Task to carry out ▸ Reproduce the data below in full and to the letter, images excepted.

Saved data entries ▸
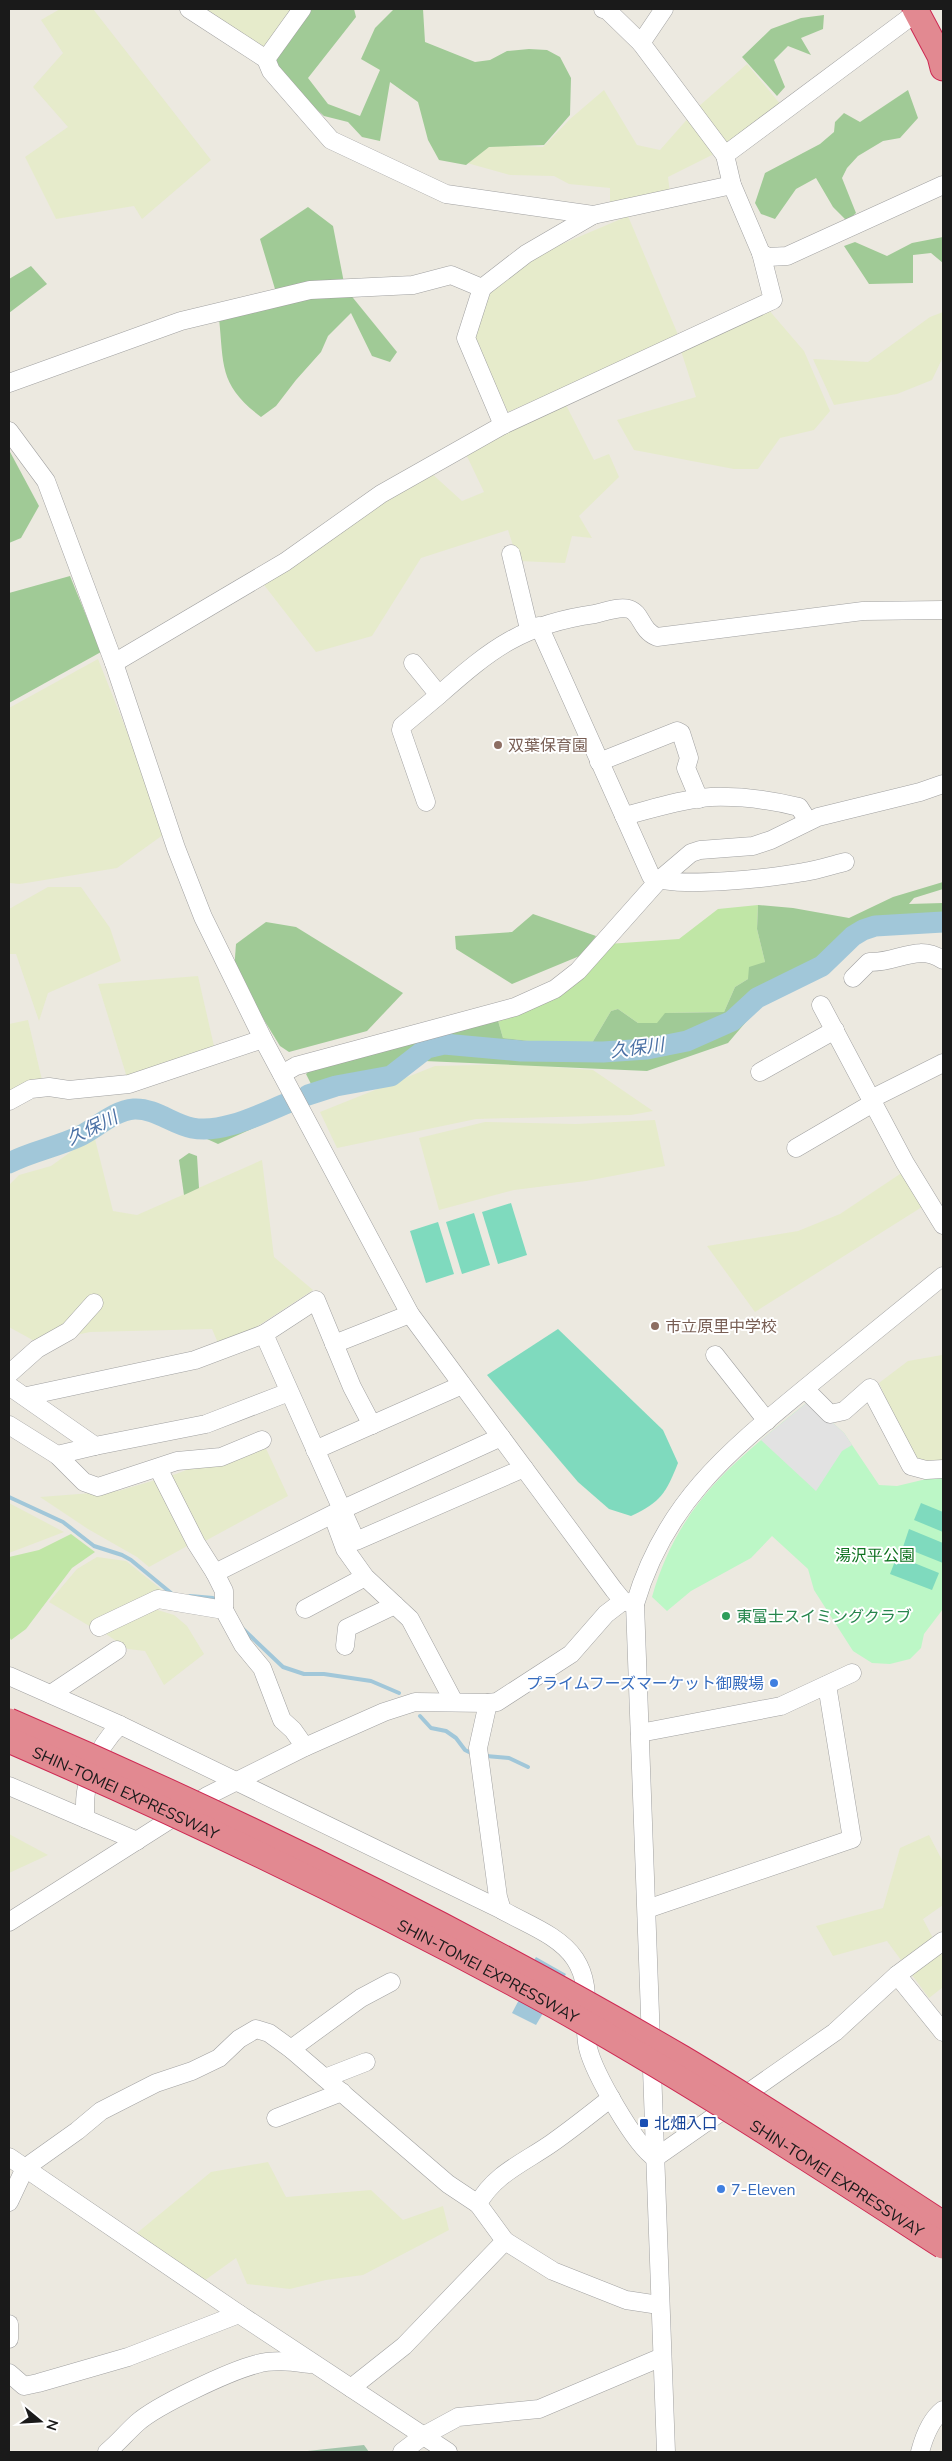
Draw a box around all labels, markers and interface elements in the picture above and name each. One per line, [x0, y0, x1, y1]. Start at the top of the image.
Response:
place label: 双葉保育園 [508, 735, 588, 757]
marker: 双葉保育園 [492, 739, 504, 751]
water label: 久保川 [609, 1033, 667, 1063]
water label: 久保川 [62, 1105, 123, 1151]
place label: 市立原里中学校 [665, 1316, 777, 1338]
marker: 市立原里中学校 [649, 1320, 661, 1332]
park label: 湯沢平公園 [835, 1545, 915, 1567]
place label: 東富士スイミングクラブ [736, 1606, 912, 1628]
marker: 東富士スイミングクラブ [720, 1610, 732, 1622]
place label: プライムフーズマーケット御殿場 [526, 1673, 764, 1695]
marker: プライムフーズマーケット御殿場 [768, 1677, 780, 1689]
street label: SHIN-TOMEI EXPRESSWAY [29, 1742, 223, 1846]
street label: SHIN-TOMEI EXPRESSWAY [393, 1914, 583, 2029]
place label: 北畑入口 [654, 2113, 718, 2135]
street label: SHIN-TOMEI EXPRESSWAY [745, 2115, 928, 2243]
marker: 北畑入口 [638, 2117, 650, 2129]
place label: 7-Eleven [731, 2179, 796, 2201]
marker: 7-Eleven [715, 2183, 727, 2195]
north arrow [15, 2396, 65, 2446]
text: N [41, 2417, 63, 2433]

Answer to this problem ▸
Draw a box around all labels, markers and interface elements in the picture above and name each. One per line, [x0, y0, x1, y1]. Start at the top of the image.
Response:
place label: 双葉保育園 [508, 735, 588, 757]
marker: 双葉保育園 [492, 739, 504, 751]
water label: 久保川 [609, 1033, 667, 1063]
water label: 久保川 [62, 1105, 123, 1151]
place label: 市立原里中学校 [665, 1316, 777, 1338]
marker: 市立原里中学校 [649, 1320, 661, 1332]
park label: 湯沢平公園 [835, 1545, 915, 1567]
place label: 東富士スイミングクラブ [736, 1606, 912, 1628]
marker: 東富士スイミングクラブ [720, 1610, 732, 1622]
place label: プライムフーズマーケット御殿場 [526, 1673, 764, 1695]
marker: プライムフーズマーケット御殿場 [768, 1677, 780, 1689]
street label: SHIN-TOMEI EXPRESSWAY [29, 1742, 223, 1846]
street label: SHIN-TOMEI EXPRESSWAY [393, 1914, 583, 2029]
place label: 北畑入口 [654, 2113, 718, 2135]
street label: SHIN-TOMEI EXPRESSWAY [745, 2115, 928, 2243]
marker: 北畑入口 [638, 2117, 650, 2129]
place label: 7-Eleven [731, 2179, 796, 2201]
marker: 7-Eleven [715, 2183, 727, 2195]
north arrow [15, 2396, 65, 2446]
text: N [41, 2417, 63, 2433]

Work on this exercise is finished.